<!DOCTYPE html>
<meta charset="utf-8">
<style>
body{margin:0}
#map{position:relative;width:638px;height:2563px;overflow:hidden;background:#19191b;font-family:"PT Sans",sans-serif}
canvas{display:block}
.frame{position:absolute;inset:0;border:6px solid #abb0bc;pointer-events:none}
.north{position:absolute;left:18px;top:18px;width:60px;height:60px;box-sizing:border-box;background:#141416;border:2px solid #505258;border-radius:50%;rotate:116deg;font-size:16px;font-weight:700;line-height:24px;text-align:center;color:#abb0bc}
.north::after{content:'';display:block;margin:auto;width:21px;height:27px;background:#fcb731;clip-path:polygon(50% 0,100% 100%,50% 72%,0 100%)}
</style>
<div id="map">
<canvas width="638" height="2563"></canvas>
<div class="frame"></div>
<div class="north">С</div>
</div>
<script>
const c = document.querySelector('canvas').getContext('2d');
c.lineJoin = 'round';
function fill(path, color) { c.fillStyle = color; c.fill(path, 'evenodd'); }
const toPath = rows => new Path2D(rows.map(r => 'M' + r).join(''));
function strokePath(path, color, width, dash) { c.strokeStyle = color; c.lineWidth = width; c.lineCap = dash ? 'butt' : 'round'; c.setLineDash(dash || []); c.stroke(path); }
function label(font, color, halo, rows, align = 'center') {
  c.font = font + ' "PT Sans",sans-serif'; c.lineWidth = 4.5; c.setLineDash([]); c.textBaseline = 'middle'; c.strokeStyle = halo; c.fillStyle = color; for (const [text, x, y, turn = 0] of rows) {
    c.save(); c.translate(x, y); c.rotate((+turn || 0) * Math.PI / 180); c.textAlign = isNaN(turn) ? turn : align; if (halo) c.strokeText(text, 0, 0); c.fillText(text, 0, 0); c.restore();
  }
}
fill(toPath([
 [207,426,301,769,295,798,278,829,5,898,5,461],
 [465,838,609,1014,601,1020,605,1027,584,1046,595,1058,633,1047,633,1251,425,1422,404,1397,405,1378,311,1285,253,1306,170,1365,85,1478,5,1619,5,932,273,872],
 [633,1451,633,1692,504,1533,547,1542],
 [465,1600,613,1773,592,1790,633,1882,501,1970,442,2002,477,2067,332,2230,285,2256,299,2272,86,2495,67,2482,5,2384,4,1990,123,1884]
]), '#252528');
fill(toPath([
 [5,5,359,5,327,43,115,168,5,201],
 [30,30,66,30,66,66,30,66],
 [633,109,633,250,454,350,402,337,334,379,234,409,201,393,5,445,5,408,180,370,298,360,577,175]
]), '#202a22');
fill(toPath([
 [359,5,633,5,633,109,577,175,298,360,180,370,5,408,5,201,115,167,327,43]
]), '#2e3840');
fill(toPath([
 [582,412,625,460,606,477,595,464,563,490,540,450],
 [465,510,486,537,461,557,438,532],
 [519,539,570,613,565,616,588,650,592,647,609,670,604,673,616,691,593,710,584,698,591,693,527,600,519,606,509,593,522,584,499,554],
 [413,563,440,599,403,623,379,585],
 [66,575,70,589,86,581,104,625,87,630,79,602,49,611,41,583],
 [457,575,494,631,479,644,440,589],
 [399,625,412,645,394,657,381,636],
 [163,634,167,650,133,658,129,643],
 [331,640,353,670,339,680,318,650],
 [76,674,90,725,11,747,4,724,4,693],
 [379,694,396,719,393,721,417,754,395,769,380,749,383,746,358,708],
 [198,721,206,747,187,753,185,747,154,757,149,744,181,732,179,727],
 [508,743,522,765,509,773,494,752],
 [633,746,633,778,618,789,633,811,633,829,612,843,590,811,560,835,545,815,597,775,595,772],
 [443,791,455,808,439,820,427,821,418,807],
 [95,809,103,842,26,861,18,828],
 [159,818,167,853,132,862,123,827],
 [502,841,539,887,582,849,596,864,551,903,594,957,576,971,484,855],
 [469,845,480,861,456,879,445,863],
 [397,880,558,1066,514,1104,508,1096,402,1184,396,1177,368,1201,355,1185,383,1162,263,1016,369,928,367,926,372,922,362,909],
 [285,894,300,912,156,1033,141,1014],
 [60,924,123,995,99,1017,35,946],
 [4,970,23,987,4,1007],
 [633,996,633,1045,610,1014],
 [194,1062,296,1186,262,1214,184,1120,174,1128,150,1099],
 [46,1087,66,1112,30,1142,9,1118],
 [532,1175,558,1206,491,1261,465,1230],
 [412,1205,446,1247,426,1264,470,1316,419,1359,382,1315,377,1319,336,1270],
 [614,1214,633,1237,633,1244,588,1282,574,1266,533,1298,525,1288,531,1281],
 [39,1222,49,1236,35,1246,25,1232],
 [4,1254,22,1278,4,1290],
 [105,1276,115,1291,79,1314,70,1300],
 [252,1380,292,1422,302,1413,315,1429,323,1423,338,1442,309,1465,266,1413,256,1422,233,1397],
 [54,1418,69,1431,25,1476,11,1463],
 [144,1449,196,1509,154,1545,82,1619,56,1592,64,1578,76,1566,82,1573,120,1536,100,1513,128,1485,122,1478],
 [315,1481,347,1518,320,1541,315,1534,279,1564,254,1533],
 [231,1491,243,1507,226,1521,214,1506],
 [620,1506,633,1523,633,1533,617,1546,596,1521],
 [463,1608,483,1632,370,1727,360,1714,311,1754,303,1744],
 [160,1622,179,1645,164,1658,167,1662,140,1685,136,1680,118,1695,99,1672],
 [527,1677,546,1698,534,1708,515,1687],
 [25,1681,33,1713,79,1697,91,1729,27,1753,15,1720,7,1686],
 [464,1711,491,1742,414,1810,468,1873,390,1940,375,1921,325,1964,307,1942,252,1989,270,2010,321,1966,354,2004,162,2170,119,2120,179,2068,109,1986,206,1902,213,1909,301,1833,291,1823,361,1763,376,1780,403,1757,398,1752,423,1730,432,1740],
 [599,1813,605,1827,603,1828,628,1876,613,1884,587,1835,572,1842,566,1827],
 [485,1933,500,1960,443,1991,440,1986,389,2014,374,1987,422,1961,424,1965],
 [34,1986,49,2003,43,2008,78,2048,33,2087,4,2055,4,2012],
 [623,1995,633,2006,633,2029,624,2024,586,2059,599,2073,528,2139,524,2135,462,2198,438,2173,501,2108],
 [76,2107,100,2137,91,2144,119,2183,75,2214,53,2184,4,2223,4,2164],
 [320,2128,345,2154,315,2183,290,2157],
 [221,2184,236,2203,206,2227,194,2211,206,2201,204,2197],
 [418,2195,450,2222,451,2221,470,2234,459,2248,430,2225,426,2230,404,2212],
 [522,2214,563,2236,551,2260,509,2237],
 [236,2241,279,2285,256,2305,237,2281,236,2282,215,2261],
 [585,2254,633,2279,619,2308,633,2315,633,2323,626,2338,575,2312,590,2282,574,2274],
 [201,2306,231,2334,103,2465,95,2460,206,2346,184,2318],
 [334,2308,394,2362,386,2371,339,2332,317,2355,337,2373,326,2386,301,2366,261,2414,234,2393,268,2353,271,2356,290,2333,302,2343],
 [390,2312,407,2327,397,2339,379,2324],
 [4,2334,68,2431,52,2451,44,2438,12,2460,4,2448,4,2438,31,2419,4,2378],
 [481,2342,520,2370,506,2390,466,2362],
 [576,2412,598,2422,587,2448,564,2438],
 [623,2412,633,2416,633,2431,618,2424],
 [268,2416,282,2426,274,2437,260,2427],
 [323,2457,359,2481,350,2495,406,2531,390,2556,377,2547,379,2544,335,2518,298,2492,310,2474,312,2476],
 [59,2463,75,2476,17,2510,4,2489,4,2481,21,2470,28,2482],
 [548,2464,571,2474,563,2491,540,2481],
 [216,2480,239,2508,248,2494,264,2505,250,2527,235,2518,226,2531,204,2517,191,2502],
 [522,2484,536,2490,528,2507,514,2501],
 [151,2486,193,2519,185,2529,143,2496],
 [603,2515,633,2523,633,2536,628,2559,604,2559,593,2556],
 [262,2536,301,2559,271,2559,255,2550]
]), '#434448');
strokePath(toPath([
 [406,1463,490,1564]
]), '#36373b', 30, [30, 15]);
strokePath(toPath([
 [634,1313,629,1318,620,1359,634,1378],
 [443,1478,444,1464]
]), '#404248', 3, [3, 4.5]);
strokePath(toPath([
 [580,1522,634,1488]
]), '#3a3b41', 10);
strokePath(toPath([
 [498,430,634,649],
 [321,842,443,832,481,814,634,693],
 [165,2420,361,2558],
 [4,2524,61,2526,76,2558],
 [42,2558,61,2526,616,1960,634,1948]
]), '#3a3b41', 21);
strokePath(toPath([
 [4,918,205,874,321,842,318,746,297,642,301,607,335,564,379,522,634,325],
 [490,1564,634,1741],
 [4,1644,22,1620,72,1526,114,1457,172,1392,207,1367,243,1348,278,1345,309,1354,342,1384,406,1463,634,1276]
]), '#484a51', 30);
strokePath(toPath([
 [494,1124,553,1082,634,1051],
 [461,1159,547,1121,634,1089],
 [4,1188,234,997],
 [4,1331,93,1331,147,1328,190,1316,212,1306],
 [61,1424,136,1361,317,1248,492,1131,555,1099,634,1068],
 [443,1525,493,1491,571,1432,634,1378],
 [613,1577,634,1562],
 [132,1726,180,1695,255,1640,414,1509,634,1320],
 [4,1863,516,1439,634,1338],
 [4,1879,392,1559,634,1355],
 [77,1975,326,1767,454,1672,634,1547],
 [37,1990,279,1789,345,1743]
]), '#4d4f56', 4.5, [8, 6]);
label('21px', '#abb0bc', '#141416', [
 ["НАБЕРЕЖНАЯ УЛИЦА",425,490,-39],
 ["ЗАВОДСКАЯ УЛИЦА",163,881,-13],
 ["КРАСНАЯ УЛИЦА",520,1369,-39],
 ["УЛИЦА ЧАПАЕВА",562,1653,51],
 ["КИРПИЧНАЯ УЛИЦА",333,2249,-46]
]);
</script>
==================================================
**Work item**
Send back exactly the lines of the listing above starting at the one with "const toPath = rows" and ending at the one with "function label(font, color, halo, rows, align", inclusive, and no others.

**Solution below**
const toPath = rows => new Path2D(rows.map(r => 'M' + r).join(''));
function strokePath(path, color, width, dash) { c.strokeStyle = color; c.lineWidth = width; c.lineCap = dash ? 'butt' : 'round'; c.setLineDash(dash || []); c.stroke(path); }
function label(font, color, halo, rows, align = 'center') {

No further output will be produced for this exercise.